海外進出支援のウィップジャパン(東京・千代田区、福良雄社長)は月内にも海外での広告宣伝活動の効率性を診断する企業向けの新サービスを始める。海外からの訪日客数が過去最高を更新するなか、訪日客を呼び込みたい国内の宿泊施設や飲食店などの利用を促す。診断結果に基づき発注先と再交渉すれば関連費用を2割以上減らせるという。

ホテルや飲食店などの中小企業が海外メディアに広告を載せたいといったニーズが増えている。海外での宣伝活動は、国内の広告会社を通じて現地の代理店などに任せることが多い。「知名度の向上」といった目的と予算に応じて広告会社が、ニュースリリースの作成や取材の企画・提案、記者発表会の企画と運営、寄稿の調整などを組み合わせるケースが多い。

ただ、見積もりは詳細な内訳を明示せずに、一式いくらという形で示すことが多く、発注者から見て料金に見合う内容なのかを判断するのが難しい。料金の妥当性がわからず割高な費用を払う企業が少なくないという。

ウィップジャパンの新サービス「PR-ROI」は中立的な立場で活動内容と料金を比較して、コストが適正かどうかを判断する。翻訳サービスなどを手掛けるのを強みに、海外の委託先が作成した外国語の広告の文章もチェックする。

翻訳が正しいかはもちろん、表現が古くないかなども確かめる。例えば日本語なら最近は「啓蒙」という言葉を避けて「啓発」という表現を使うことが多いという。ネット上のコンテンツをビッグデータ分析して、外国語でも時代の流行に合っているかを調べる。

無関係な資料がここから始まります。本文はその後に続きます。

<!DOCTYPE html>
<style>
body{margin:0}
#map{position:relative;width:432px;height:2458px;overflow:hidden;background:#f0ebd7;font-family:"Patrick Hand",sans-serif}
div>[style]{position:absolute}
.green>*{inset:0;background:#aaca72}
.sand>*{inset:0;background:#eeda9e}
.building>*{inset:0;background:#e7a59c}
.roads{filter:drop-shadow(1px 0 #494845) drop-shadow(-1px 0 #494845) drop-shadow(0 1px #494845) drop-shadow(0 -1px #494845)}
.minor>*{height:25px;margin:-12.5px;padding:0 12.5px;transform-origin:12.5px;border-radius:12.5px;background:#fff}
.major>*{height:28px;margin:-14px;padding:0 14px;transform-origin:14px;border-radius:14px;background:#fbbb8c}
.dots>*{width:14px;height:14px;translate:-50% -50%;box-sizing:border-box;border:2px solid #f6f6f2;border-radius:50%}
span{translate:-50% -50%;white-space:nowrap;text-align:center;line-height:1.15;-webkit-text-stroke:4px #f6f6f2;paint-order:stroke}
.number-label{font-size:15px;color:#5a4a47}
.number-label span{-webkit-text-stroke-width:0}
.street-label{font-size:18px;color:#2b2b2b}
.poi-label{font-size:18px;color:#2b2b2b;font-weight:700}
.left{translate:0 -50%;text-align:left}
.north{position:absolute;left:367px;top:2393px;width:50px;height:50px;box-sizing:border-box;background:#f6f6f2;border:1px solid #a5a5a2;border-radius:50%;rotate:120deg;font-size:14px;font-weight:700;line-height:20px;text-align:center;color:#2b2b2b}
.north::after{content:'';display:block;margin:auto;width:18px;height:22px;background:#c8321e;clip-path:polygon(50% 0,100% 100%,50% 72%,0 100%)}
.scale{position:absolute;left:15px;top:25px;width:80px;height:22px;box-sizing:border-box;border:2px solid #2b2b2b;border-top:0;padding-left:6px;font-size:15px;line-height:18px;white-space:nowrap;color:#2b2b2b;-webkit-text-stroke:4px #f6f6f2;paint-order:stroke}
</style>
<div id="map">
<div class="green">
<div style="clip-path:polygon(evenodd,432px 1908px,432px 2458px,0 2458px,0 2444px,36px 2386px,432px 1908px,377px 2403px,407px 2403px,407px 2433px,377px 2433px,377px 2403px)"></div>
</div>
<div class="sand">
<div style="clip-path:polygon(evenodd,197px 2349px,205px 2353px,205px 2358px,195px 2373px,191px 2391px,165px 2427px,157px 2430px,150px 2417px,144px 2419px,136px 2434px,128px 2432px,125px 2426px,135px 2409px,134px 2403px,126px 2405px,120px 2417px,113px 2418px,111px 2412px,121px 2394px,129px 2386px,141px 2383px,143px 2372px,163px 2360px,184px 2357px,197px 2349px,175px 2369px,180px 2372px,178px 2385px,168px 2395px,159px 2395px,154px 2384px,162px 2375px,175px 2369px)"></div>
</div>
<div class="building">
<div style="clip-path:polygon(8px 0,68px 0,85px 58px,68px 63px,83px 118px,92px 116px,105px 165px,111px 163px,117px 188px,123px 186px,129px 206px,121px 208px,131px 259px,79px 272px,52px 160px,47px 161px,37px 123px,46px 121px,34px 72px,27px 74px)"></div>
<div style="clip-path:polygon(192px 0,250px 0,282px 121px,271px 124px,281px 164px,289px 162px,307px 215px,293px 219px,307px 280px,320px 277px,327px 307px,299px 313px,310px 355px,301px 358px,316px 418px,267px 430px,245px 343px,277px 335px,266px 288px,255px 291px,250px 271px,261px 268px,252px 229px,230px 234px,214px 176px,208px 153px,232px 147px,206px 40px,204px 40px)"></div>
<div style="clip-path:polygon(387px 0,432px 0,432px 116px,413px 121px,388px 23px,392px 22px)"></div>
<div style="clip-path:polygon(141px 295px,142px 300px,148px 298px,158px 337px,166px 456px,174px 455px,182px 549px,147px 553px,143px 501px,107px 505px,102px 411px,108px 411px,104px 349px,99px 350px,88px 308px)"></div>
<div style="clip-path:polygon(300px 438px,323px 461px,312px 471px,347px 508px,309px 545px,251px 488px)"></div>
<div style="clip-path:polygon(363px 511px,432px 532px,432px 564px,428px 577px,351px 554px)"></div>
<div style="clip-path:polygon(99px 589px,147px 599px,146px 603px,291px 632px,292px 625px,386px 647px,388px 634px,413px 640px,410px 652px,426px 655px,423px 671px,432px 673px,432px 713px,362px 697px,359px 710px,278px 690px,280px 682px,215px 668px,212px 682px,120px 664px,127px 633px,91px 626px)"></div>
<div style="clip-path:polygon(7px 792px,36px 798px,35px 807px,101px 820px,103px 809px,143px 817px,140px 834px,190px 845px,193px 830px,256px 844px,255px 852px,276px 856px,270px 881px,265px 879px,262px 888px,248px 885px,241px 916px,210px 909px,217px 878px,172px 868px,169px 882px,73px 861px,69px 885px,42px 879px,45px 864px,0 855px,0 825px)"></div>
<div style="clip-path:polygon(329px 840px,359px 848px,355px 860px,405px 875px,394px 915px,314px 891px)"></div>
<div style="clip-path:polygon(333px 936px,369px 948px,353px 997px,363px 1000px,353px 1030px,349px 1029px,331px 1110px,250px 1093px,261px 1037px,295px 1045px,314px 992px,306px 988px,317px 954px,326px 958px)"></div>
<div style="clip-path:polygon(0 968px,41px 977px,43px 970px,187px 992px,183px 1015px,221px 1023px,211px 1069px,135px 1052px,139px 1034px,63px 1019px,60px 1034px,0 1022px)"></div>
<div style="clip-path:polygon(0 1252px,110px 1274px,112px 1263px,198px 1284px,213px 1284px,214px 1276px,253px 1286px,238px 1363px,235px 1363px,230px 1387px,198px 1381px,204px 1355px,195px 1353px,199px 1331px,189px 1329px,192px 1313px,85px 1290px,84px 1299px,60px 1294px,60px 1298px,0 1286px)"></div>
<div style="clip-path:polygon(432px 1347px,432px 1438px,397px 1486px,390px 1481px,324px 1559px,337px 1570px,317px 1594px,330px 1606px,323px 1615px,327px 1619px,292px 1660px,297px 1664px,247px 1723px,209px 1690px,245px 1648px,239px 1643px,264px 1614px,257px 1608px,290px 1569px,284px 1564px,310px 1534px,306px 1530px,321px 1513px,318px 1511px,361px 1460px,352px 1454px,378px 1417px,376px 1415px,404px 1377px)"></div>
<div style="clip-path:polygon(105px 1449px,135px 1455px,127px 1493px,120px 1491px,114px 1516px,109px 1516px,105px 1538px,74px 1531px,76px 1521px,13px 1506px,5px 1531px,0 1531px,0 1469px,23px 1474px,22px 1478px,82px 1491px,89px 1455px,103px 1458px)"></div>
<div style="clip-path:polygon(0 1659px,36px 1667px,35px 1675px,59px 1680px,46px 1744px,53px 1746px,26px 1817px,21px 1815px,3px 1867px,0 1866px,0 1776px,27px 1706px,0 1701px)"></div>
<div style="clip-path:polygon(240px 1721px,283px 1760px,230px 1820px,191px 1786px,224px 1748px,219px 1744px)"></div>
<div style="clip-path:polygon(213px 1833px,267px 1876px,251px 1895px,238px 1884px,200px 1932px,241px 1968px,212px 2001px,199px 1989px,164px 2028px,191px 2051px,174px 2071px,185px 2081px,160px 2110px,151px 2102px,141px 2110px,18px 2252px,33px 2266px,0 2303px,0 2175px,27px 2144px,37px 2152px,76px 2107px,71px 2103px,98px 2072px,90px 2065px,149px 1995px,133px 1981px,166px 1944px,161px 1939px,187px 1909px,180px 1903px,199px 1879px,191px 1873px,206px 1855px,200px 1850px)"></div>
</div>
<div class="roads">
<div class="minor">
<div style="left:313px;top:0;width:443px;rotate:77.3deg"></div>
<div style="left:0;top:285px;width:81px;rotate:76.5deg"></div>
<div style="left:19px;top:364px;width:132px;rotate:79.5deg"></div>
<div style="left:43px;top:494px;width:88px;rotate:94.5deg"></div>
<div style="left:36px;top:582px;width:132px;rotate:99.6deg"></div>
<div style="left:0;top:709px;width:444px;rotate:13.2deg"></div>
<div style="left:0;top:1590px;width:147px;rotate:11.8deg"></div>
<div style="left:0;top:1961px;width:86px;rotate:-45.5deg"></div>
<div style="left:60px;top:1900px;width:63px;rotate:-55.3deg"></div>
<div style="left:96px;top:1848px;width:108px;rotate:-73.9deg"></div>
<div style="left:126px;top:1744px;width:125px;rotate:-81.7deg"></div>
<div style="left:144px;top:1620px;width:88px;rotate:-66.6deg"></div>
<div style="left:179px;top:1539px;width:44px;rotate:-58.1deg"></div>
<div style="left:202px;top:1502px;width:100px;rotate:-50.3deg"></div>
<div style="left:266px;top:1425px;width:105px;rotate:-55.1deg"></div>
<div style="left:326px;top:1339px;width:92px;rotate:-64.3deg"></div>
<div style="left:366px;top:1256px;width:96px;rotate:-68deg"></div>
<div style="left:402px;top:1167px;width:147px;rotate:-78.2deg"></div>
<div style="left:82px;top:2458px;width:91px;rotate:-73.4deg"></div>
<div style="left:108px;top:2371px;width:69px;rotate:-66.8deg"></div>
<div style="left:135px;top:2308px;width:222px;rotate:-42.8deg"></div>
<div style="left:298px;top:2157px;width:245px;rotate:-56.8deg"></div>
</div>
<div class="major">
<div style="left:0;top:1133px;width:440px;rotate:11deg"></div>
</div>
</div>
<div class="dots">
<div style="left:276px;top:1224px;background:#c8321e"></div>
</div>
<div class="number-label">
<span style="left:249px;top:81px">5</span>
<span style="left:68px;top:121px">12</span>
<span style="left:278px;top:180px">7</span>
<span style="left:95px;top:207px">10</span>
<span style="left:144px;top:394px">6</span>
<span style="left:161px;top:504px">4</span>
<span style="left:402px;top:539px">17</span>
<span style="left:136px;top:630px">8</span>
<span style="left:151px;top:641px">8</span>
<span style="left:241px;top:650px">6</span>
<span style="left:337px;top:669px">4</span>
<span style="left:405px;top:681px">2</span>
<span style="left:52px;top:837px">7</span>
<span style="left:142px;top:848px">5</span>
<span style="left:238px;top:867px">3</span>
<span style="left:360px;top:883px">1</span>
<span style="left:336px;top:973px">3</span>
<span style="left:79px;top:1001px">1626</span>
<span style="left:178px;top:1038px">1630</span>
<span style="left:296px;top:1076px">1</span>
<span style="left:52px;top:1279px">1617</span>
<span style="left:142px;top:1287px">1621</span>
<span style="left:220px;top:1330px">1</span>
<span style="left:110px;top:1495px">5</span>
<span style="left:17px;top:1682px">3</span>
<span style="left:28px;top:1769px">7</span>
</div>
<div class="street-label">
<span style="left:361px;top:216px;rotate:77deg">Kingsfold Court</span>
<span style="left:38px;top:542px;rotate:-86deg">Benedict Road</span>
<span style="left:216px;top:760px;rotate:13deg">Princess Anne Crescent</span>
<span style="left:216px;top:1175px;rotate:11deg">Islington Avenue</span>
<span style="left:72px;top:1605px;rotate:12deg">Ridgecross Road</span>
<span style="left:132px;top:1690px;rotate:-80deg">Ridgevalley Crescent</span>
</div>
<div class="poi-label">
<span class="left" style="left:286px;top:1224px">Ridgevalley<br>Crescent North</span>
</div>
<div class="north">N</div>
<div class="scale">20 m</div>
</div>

日本語のニュースリリースは自社の製品やサービスの性能や機能の優位性を客観的に説明する例が多いが、海外では「イノベーティブ」などと表現しないと取り上げてもらいにくいなど、勘所を踏まえて検証する。

掲載された記事を基に広告の効果を測定するサービスは多いが、委託している施策の金額が妥当かを調べるサービスは珍しい。

金額の相場観がつかめると委託先との価格交渉が有利に進められ、月100万円以上を投じている会社なら2~3割減らせるという。

料金は適正な費用を算定する簡易調査が27万円(税別)から。目的や予算に合うメディアなどを調べる「現地調査」が50万円(税別)から。2017年末までに30件の受注をめざす。

日本政府観光局によると今年1~9月の訪日客数は1797万人と前年同期比24%増えている。